KANSAS CITY, Mo. (AP) Andy Reid and the Kansas City Chiefs have reached an agreement for him to become the team’s new coach, FOXSports.com has learned.
The two sides spent much of Thursday in negotiations for Reid to become the Chiefs’ coach, a person familiar with the situation told The Associated Press. The person spoke to the AP on condition of anonymity because he wasn’t authorized to discuss the situation.
The discussions followed nine hours of talks Wednesday that went well enough that Reid canceled plans to interview for other openings, the person told the AP.
The Philadelphia Eagles fired Reid after 14 seasons on Monday, the same day the Chiefs parted ways with coach Romeo Crennel after the worst season in franchise history.
The search for Crennel’s replacement has been led by Chiefs chairman Clark Hunt, who intends to take on more responsibility in the day-to-day operation of the franchise. Also on hand was team president Mark Donovan, who has a connection to Reid after spending six seasons as the Eagles’ senior vice president of business operations.
Reid had been linked to the opening in Arizona before the Chiefs put on the press.
The Cardinals now intend to interview former Chiefs coach Todd Haley, a person familiar with their plans told the AP. Haley led the Chiefs to the AFC West title in 2010, but was fired in December 2011 and spent this past season as the offensive coordinator in Pittsburgh.
Hunt told the AP in an interview Monday that he would have final say on the next Chiefs coach, rather than embattled general manager Scott Pioli.
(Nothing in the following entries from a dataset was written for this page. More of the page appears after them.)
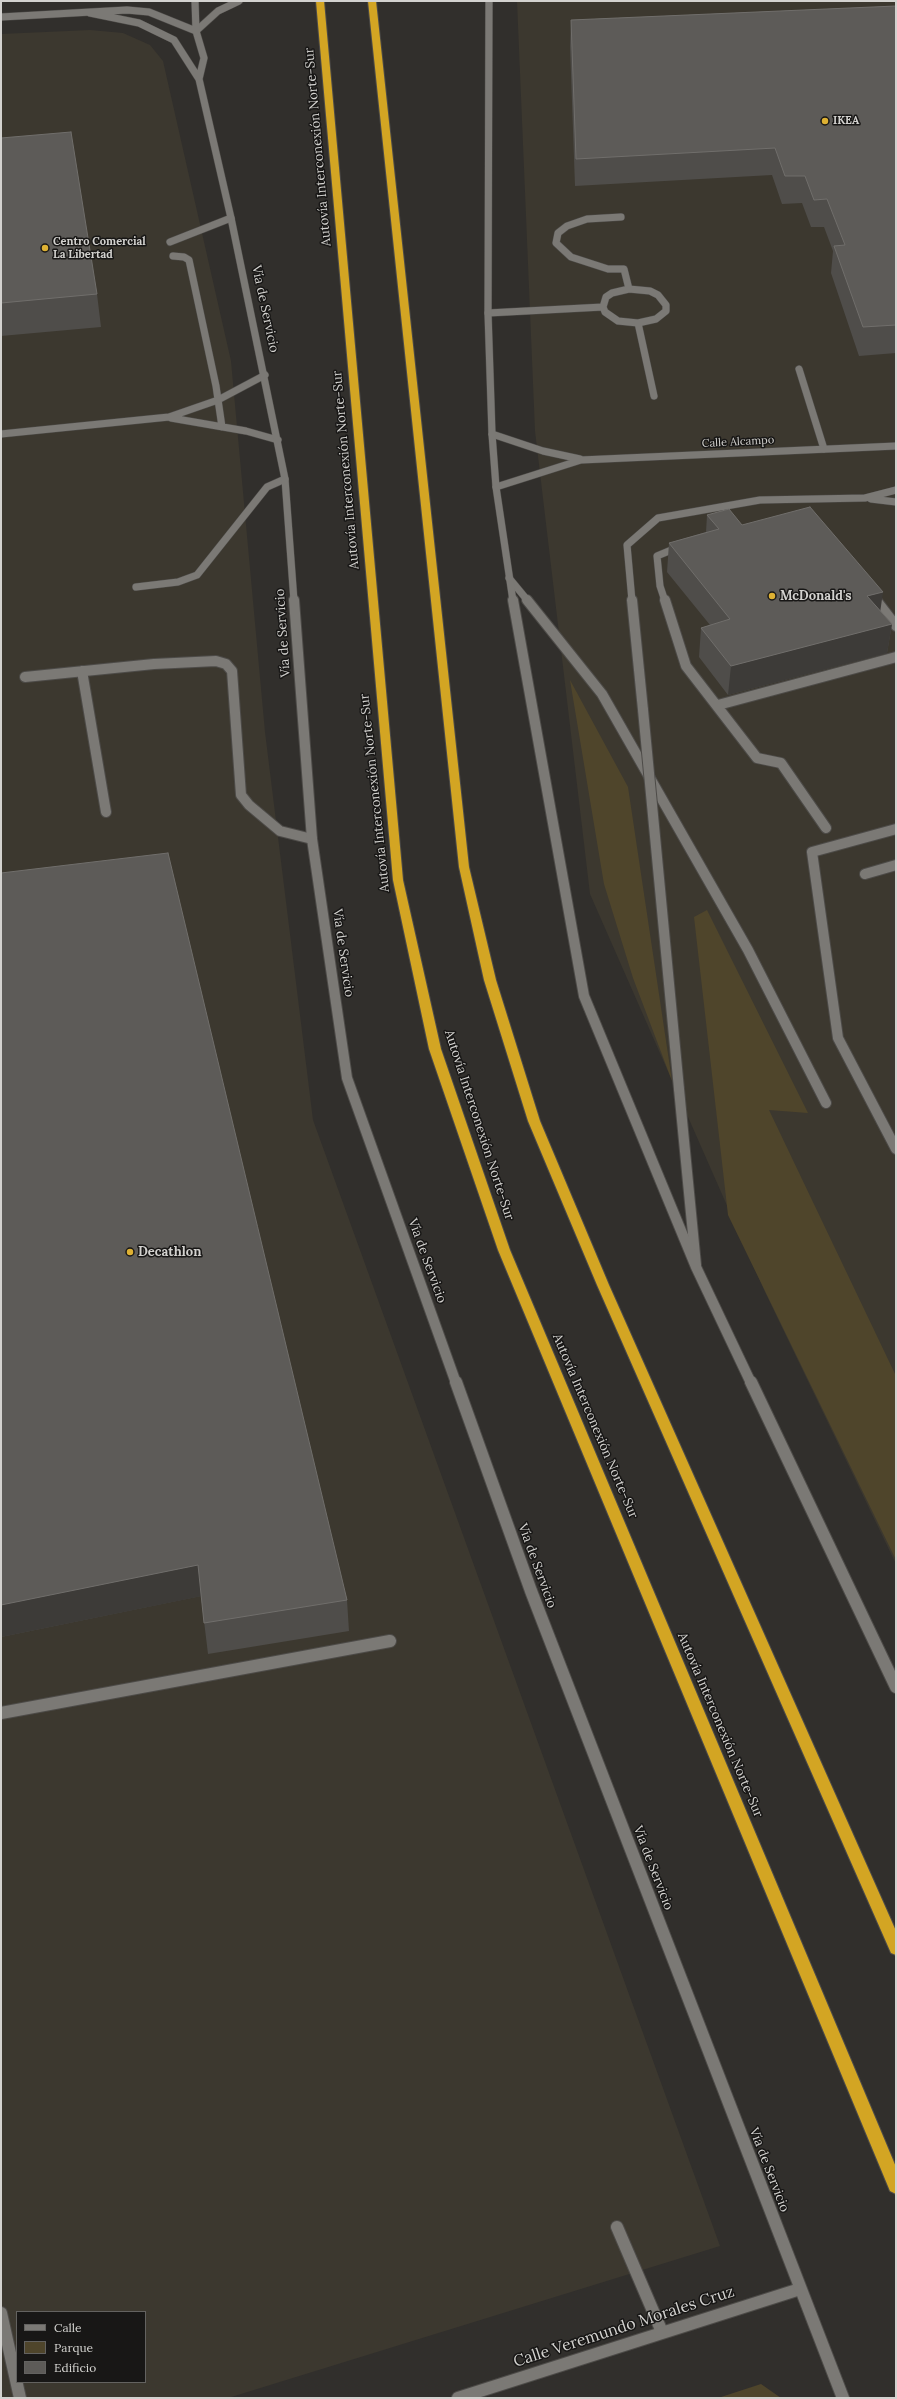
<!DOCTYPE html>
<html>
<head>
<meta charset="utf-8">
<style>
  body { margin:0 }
  #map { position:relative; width:897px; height:2399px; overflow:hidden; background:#312f2c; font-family:Lora,serif }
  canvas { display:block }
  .frame { position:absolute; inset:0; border:2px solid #d3d2cf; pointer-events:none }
  .legend { position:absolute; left:16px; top:2311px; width:130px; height:72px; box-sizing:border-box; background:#181716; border:1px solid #636260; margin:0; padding:5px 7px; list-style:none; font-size:12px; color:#d3d2cf }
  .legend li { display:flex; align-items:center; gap:8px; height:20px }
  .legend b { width:20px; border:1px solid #636260 }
</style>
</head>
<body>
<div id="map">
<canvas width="897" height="2399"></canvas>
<div class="frame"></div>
<ul class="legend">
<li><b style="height:5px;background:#7b7975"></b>Calle</li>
<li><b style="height:11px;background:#4f452b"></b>Parque</li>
<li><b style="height:11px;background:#5d5b58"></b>Edificio</li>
</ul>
</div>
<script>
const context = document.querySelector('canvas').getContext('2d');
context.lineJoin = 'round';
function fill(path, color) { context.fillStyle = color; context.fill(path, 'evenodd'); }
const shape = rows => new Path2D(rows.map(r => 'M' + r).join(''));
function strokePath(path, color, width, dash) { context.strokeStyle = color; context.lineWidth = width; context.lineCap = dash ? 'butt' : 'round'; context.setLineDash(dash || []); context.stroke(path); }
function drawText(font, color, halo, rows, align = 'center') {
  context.font = font + ' Lora,serif'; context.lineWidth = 3; context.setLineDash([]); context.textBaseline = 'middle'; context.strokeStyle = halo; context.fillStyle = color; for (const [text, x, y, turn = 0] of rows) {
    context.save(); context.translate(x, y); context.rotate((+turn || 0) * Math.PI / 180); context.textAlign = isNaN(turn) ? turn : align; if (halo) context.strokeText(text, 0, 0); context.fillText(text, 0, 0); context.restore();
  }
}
const built = shape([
  [517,1,896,1,896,1564,765,1292,590,894,535,431],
  [90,30,123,33,150,45,163,61,231,361,265,732,313,1120,720,2246,228,2398,1,2398,1,34],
  [17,2312,145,2312,145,2382,17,2382]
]);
const green = shape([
  [570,680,628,787,672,1081,633,978,604,884],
  [707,910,808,1113,769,1110,896,1376,896,1560,728,1215,694,917],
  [761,2384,781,2398,718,2398]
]);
const serviceFar2 = shape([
  [621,217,587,219,567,226,558,233,556,243,571,257,608,269,624,269,629,289],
  [170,242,231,218],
  [173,256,184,257,189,260,216,386,222,427],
  [629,289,650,291,658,295,666,305,666,311,656,319,638,323,618,321,605,312,603,307,606,297,612,293,629,289],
  [488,313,603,307],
  [638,323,654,396],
  [799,369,824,449],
  [171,418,246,431,278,440],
  [1,434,169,417,218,400,265,375],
  [871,499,896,502],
  [509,578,528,601],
  [136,587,178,582,197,575,267,487,285,479],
  [873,596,877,601],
  [632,601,627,545,658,518,760,500,865,498,896,490],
  [665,601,660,586,657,556,681,546]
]);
const serviceFar1 = shape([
  [527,600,602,694,748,950,826,1103],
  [632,600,643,710],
  [665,600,686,666,757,758,781,763,826,828],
  [876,600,896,626],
  [82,671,106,812],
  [25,677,154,664,216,661,226,664,232,671,241,795,249,805,280,831,312,839],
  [718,705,896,657],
  [896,829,812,852,838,1038,896,1149],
  [865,874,896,865],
  [679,1089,696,1265]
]);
const service = shape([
  [1,1713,390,1641],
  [617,2227,662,2332],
  [1,2313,20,2398]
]);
const minorFar1 = shape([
  [196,31,218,11,239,1],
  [492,434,543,451,580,459],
  [496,487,581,460,896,446]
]);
const minor = shape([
  [458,2398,800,2289]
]);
const tertiaryFar2 = shape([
  [195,1,196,31,204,58,199,79],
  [489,1,488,313,492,434,496,487,513,601],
  [90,13,139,23,174,40,199,79,231,218,285,479,294,601],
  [1,17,127,10,149,12,196,31]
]);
const tertiaryFar1 = shape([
  [294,600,312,839,347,1078,456,1383],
  [513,600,584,996,696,1267,751,1383]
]);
const tertiary = shape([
  [456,1382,531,1591,843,2398],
  [751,1382,896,1687]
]);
const motorway = shape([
  [316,1,324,1,403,880,441,1049,510,1250,896,2167,896,2194,890,2191,498,1250,429,1049,393,880,316,1],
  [368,1,376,1,469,867,496,980,540,1121,609,1285,896,1931,896,1955,891,1953,597,1285,528,1121,484,980,459,867,368,1]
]);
const serviceBridge = shape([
  [643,710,679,1089]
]);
const wall = shape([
  [896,6,896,353,859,356,831,273,833,251,824,227,811,227,802,203,782,204,772,175,575,186,570,46,571,20],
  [1,138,97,294,101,327,1,336],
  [707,515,742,525,880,611,892,624,887,653,728,695,699,657,701,628,710,625,667,572,669,543,706,532],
  [1,873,347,1600,349,1631,208,1654,201,1596,1,1637]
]);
const shadedWall = shape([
  [883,592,879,620,867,596],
  [892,624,887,653,728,695,731,666],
  [198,1565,202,1596,1,1637,1,1605]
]);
const building = shape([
  [896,6,896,325,863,327,834,246,845,245,827,199,814,200,805,176,785,176,775,148,576,159,571,20,896,6],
  [71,132,97,294,1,303,1,138,71,132],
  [810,507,883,592,867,596,892,624,731,666,701,628,730,619,669,543,719,529,707,515,729,509,742,525,810,507],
  [168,853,347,1600,204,1623,198,1565,1,1605,1,873,168,853]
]);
const markers = [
  [825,121,4,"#deb133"],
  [45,248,4,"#deb133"],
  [772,596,4,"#deb133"],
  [130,1252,4,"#deb133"]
];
const farPoinames = [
  ["IKEA",833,121],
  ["Centro Comercial",53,242],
  ["La Libertad",53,255]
];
const farStreetnames = [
  ["Calle Alcampo",738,442,-3]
];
const streetNames = [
  ["Autovía Interconexión Norte-Sur",318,147,-95],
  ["Vía de Servicio",265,309,78],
  ["Autovía Interconexión Norte-Sur",346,470,-95],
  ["Vía de Servicio",283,633,-94],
  ["Autovía Interconexión Norte-Sur",375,793,-96],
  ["Vía de Servicio",343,953,82],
  ["Autovía Interconexión Norte-Sur",479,1125,72],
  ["Vía de Servicio",427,1261,70],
  ["Autovía Interconexión Norte-Sur",595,1426,67],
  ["Vía de Servicio",537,1566,70],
  ["Autovía Interconexión Norte-Sur",720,1725,67],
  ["Vía de Servicio",653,1868,69],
  ["Vía de Servicio",769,2170,69]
];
const poiNames = [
  ["McDonald's",780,596],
  ["Decathlon",138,1252]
];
const nearStreetnames = [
  ["Calle Veremundo Morales Cruz",624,2327,-18]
];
fill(built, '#3c382f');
fill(green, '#4f452b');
strokePath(serviceFar2, '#4d4b48', 8);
strokePath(serviceFar1, '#4d4b48', 12);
strokePath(service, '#4d4b48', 14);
strokePath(minorFar1, '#4d4b48', 8);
strokePath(minor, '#4d4b48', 14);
strokePath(tertiaryFar2, '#4d4b48', 8);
strokePath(tertiaryFar1, '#4d4b48', 12);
strokePath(tertiary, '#4d4b48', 14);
strokePath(motorway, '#4d4b48', 2);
strokePath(serviceFar2, '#7b7975', 7);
strokePath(serviceFar1, '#7b7975', 10);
strokePath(service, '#7b7975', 12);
strokePath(minorFar1, '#7b7975', 7);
strokePath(minor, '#7b7975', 12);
strokePath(tertiaryFar2, '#7b7975', 7);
strokePath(tertiaryFar1, '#7b7975', 10);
strokePath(tertiary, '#7b7975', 12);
fill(motorway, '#d3a523');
strokePath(serviceBridge, '#4d4b48', 12, []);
strokePath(serviceBridge, '#7b7975', 10);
fill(wall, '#4f4d4a');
fill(shadedWall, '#3d3b38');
fill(building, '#5d5b58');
strokePath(building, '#706e6b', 1);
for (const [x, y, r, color] of markers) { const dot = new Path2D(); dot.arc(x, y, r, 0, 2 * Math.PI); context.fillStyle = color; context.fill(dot); strokePath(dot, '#181716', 1.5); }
drawText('bold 11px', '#d3d2cf', '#181716', farPoinames, 'left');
drawText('11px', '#d3d2cf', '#181716', farStreetnames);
drawText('13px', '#d3d2cf', '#181716', streetNames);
drawText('bold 13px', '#d3d2cf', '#181716', poiNames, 'left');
drawText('16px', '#d3d2cf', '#181716', nearStreetnames);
</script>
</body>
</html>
Pioli was fired on Friday.
The opening in Kansas City is attractive on several levels: The Chiefs had five Pro Bowl players and two others chosen as alternates, despite their 2-14 record, and they have the No. 1 pick in the NFL draft for the first time in franchise history.
That selection could help the Chiefs fill a gaping void at quarterback.
Matt Cassel was benched midway through the season and Brady Quinn, who was playing on a one-year deal, struggled as his replacement. Reid has had success at developing quarterbacks in the past, working with Donovan McNabb – whom he helped draft with the No. 2 pick – during his time in Philadelphia and Brett Favre earlier in his career in Green Bay.
”What I am confident in is we’ll have dramatically better play from the quarterback position in 2013,” Hunt said. ”I don’t know whether it’ll be the ultimate, long-term solution or not. We’ll just have to see how it plays out.”
Reid’s Eagles were just 12-20 the past two seasons, but Reid’s overall record of 130-93-1 represents the most wins in franchise history. The franchise was just 3-13 the year before he arrived, and two years later it went to the playoffs at 11-5 and second in the NFC East.
That was the first of five straight years in which the Eagles won at least 11 games, and included a trip to the Super Bowl after the 2004 season.
”He had the love and respect of every individual in this organization,” Eagles owner Jeffrey Lurie said upon firing him. ”This man is amazing to work with, smart and dedicated, and the record will speak for itself.”
The past couple of years have been difficult for Reid, whose oldest son, Garrett, died at training camp after a long battle with drug addiction. Reid fired close friend and longtime assistant Juan Castillo in October and later fired defensive line coach Jim Washburn.